Definition:  A directed graph is a pair G = (V, E) where V is a finite set of vertices and E ⊆ V × V a relation on V, the set of edges.

Example:  G₁ = (V, E)   with   V = {0, 1, 2, 3, 4}   and   E = {(0,1), (0,2), (3,0), (2,0), (1,2)}

Definition:  Let G = (V, E) be a graph and u ∈ V be a vertex. A vertex v ∈ V is called adjacent to u, if there exists an edge from u to v, i.e. if (u, v) ∈ E.

The out-degree o(u) of a vertex u is the number of vertices v adjacent to u, i.e.

o(u)  =  | { v |  (u, v) ∈ E } |

The in-degree i(u) of a vertex u is the number of vertices v it is adjacent to, i.e.

 i(u)  =  | { v |  (v, u) ∈ E } |

A vertex u is isolated if  o(u) = i(u) = 0.

Example:  In G₁ vertex 0 is adjacent to vertex 3; vertex 2 has out-degree 1 and in-degree 2. Vertex 4 is isolated.

Definition:  A walk in a graph is a finite sequence of edges

p  =  (u₀, v₀) ... (u_m-1, v_m-1)

with   m ∈ ℕ₀   and   v_i-1 = u_i   for all   i ∈ {1, ..., m-1}.
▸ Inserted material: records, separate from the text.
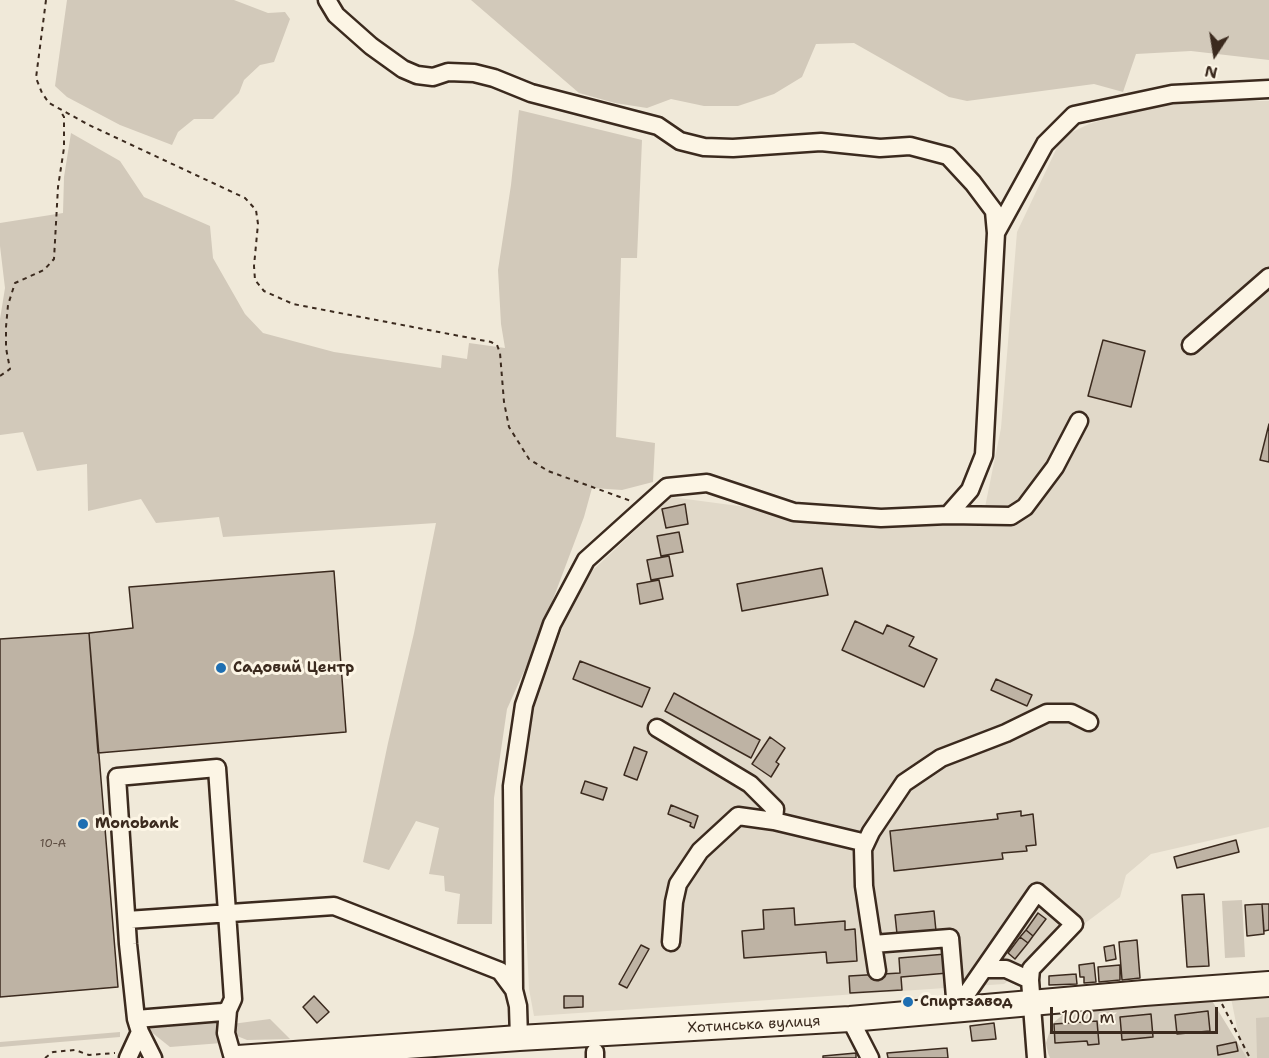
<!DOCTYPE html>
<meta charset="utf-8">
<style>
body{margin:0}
#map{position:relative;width:1269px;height:1058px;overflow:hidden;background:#f0e9d9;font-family:"Shantell Sans",sans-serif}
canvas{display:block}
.north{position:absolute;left:1185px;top:24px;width:60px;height:60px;-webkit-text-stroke:4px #fcf5e5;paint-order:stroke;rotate:192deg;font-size:16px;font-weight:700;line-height:24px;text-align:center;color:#3b2a1e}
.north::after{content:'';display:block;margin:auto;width:21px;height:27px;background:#3b2a1e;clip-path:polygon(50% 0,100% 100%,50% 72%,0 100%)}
.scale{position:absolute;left:1050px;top:1007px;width:168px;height:27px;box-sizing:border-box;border:3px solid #3b2a1e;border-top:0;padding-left:8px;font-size:18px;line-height:21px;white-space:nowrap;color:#3b2a1e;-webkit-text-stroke:4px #fcf5e5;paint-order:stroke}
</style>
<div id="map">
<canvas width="1269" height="1058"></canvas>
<div class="north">N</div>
<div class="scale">100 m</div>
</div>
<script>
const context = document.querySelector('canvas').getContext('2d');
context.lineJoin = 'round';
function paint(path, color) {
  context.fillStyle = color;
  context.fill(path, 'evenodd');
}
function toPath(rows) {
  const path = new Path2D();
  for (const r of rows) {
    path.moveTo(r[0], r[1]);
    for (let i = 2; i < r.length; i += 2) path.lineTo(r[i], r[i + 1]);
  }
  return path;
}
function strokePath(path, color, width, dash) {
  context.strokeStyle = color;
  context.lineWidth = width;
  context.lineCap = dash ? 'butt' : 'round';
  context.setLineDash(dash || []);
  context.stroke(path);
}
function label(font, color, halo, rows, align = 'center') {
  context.font = font + ' "Shantell Sans",sans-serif';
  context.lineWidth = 6;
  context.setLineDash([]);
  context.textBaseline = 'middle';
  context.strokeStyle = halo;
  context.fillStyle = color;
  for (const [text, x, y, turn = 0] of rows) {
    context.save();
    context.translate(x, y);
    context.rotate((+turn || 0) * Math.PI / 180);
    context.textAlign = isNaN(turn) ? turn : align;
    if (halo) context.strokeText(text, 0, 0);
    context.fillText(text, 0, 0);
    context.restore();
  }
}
paint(toPath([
 [1166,101,1269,101,1269,827,1151,854,1126,875,1120,897,1004,984,534,1016,529,989,520,802,528,725,578,584,671,497,866,523,983,517,1001,428,1017,232,1062,137,1089,124],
 [1269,997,1269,1058,1243,1058,1231,998]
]), '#e1d9c9');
paint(toPath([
 [67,0,234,0,268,13,285,12,290,19,274,62,260,65,244,80,239,93,213,119,194,119,178,132,172,145,120,125,67,97,55,86],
 [471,0,1269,0,1269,60,1191,51,1136,54,1123,92,1094,84,967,101,949,97,854,43,816,44,802,77,774,94,738,106,704,106,671,99,647,108,615,103,579,93],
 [519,110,642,140,637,258,621,258,616,437,655,443,653,482,622,490,592,488,584,517,535,647,507,709,494,798,492,924,457,924,460,894,445,891,444,876,429,874,439,828,416,821,389,870,363,862,388,743,414,633,436,523,223,537,219,517,156,523,141,499,88,511,87,464,37,471,23,432,0,435,0,319,5,288,0,246,0,223,63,213,64,177,71,133,120,161,144,197,210,226,213,258,245,314,263,333,334,352,441,368,442,355,467,359,469,343,505,348,501,324,498,270,511,185],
 [1242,900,1245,957,1225,958,1222,901],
 [1211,999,1247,1058,1050,1058,1048,1053,1046,1043,1052,1024,1066,1012],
 [1269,1017,1269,1058,1257,1058,1256,1018],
 [270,1019,290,1039,247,1040,237,1036,232,1030,232,1024],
 [219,1022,222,1043,170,1047,145,1027],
 [120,1032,120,1037,0,1047,0,1042]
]), '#d2c9ba');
const building = toPath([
 [1103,340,1145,351,1131,407,1088,396,1103,340],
 [1269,424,1269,462,1260,460,1269,424],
 [685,504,688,524,666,528,662,509,685,504],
 [679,532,683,552,661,556,657,536,679,532],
 [669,556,673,576,651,580,647,560,669,556],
 [822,568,828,595,742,611,737,584,822,568],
 [334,571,346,732,98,753,89,633,133,628,129,587,334,571],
 [659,580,663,599,640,604,637,584,659,580],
 [855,621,883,634,887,625,914,637,909,646,937,659,924,687,842,650,855,621],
 [89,633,118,987,0,997,0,639,89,633],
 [580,661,650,688,642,707,573,679,580,661],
 [996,679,1032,695,1027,706,991,690,996,679],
 [674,693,760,740,751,758,665,711,674,693],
 [770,737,785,748,776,762,779,764,771,777,752,764,770,737],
 [634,747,647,752,637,780,624,775,634,747],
 [585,781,607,788,603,800,581,793,585,781],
 [671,805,698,816,694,828,690,826,691,823,668,814,671,805],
 [1021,811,1021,816,1033,814,1036,845,1026,846,1027,851,1002,853,1003,859,894,871,890,831,998,819,997,814,1021,811],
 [1236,840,1239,852,1177,868,1174,857,1236,840],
 [1204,894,1209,966,1187,967,1182,895,1204,894],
 [1262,904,1269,904,1269,930,1264,931,1262,904],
 [1262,904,1264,934,1247,936,1245,905,1262,904],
 [794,908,795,925,845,921,845,930,855,929,857,961,827,963,826,952,744,958,742,931,764,929,763,910,794,908],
 [934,911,936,931,897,934,895,915,934,911],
 [1038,913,1046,919,1033,936,1026,930,1038,913],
 [1026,930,1033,936,1028,943,1020,937,1026,930],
 [1020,937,1028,943,1015,959,1008,953,1020,937],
 [1137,940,1140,978,1122,980,1119,942,1137,940],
 [641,945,649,949,627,988,619,984,641,945],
 [1114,945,1116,959,1106,961,1104,947,1114,945],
 [946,954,948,973,901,977,902,990,850,993,849,976,900,973,899,958,946,954],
 [1094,963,1096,982,1084,983,1084,977,1080,977,1079,965,1094,963],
 [1120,965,1120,980,1099,982,1098,967,1120,965],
 [1076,974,1077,984,1049,985,1049,976,1076,974],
 [314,996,329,1012,317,1023,303,1007,314,996],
 [564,996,583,996,583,1007,564,1008,564,996],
 [1208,1011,1210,1031,1177,1034,1175,1015,1208,1011],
 [1151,1014,1153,1037,1122,1040,1120,1017,1151,1014],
 [1097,1021,1099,1044,1088,1045,1087,1041,1055,1043,1054,1024,1097,1021],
 [994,1023,996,1039,972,1041,970,1026,994,1023],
 [1236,1042,1238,1051,1218,1055,1217,1046,1236,1042],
 [947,1048,948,1058,888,1058,887,1053,947,1048],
 [856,1053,856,1058,823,1058,823,1056,856,1053]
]);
paint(building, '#beb3a4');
strokePath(building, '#3b2a1e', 1.5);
const minor = toPath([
 [327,0,336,15,371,46,403,69,417,75,433,77,448,72,474,73,494,78,531,93,658,126,680,141,704,147,733,148,821,142,880,148,910,146,948,156,973,183,994,211,996,233],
 [1191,345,1269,277],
 [948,515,1011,516,1025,507,1055,467,1079,421],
 [657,728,750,784,775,809,774,821,866,843],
 [127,920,334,906,500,971,514,990],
 [671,942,674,902,678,884,700,851,738,816,774,821],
 [873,944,950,938,956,1009],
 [984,969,1006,969,1030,980],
 [877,971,864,886,863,849,871,832,904,783,941,758,1006,733,1047,713,1071,713,1089,722],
 [956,1009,1037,892,1074,924,1031,969,1030,980,1036,1058],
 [136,1019,223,1012,228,1010],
 [850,1019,870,1058],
 [519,1038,518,1006,514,990,512,786,524,705,552,624,586,560,667,487,707,483,794,512,881,518,948,515,970,490,984,455,996,233,1045,144,1074,115,1172,94,1269,89],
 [595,1052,595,1058],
 [128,1058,140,1032],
 [153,1058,140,1032,136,1019,128,944,117,777,217,768,233,999,228,1010,226,1033,233,1058]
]);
const highway = toPath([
 [238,1058,519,1038,850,1019,1144,993,1269,984]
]);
strokePath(minor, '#3b2a1e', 21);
strokePath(highway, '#3b2a1e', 28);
strokePath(toPath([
 [46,0,36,78,42,93,49,103,89,125,245,198,256,210,258,224,254,266,255,280,264,291,293,304,491,342,497,345,500,353,504,402,509,427,529,459,548,471,631,501],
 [0,376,10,369,6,348,6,327,8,305,15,283,44,270,54,259,58,187,64,148,64,117,61,112],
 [1222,1004,1250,1058],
 [45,1058,53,1052,75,1050,89,1055,115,1053]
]), '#3b2a1e', 2, [4.5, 4.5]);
strokePath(minor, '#fcf5e5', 16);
strokePath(highway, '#fcf5e5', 24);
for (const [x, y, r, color] of [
 [221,668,6,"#1f6fb2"],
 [83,824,6,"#1f6fb2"],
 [908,1002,6,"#1f6fb2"]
]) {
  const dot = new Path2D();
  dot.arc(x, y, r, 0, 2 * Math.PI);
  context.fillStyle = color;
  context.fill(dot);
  strokePath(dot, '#fcf5e5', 2);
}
label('12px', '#5c4c40', null, [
 ["10-А",53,844]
]);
label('bold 15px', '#3b2a1e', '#fcf5e5', [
 ["Садовий Центр",233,668],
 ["Monobank",95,824],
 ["Спиртзавод",920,1002]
], 'left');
label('15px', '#3b2a1e', '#fcf5e5', [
 ["Хотинська вулиця",754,1025,-3]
]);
</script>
m is the length of the walk. The walk of length 0 is called the empty walk. Vertex u₀ is called start vertex of p, vertex v_m-1 is called end vertex of p. All other vertices of p are called inner vertices of p.

Example:  

p₁  =  (3,0) (0,2) (2,0) (0,2)

p₂  =  (0,1) (1,2) (2,0)

p₃  =  (3,0)

p₄  =  (3,0) (0,1) (1,2) (2,0)

are walks in the above graph G₁.

Walk p₁ has a length of 4, walk p₃ has length 1. In walk p₂ vertex 0 is start and end vertex. In p₄ vertex 0 is inner vertex and end vertex.

Definition:  Let   p  =  (u₀, v₀) ... (u_m-1, v_m-1)   be a walk in a graph G.

• p is a trail if it contains each edge at most once, i.e. if all (u_i, v_i) are different (i = 0, ..., m-1);
• p is called a circuit if it is closed, i.e. if  v_m-1 = u₀;
• p is a path, if it contains each vertex at most once, i.e. if all u_i among each other and all v_j among each other are different (i, j = 0, ..., m-1);
• p is a cycle, if it is a closed path, i.e. if it is a circuit with no repetitions of vertices.

Example:  In G₁ walk p₁ is not a trail since it contains edge (0,2) more than once. Walk p₄ is a trail but no path since it visits vertex 0 more than once. Walk p₂ is a circuit and even a cycle.

Definition:  A directed graph T = (V, E) is a tree if

• it contains no cycles,
• there is exactly one vertex r with in-degree 0, the root of the tree, and
• all other vertices have in-degree 1.

Definition:  Let T be a tree with root r. A vertex v is called a direct descendant of a vertex u, if it is adjacent to u, i.e. if there is an edge from u to v. A vertex w is a descendant of u, if there is a non-empty path from u to w.

A vertex b is a leaf if it has no descendants; all other vertices are inner vertices of T.

The depth d(v) of a vertex v is the length of the path from the root r to v. The depth d(T) of the tree is the maximum depth of all vertices.

Definition:  A tree T is a binary tree if each vertex has an out-degree of at most 2.

A binary tree is called almost complete if

• all vertices of depth  <  d(T)-1 have out-degree 2, and
• at most one vertex has out-degree 1.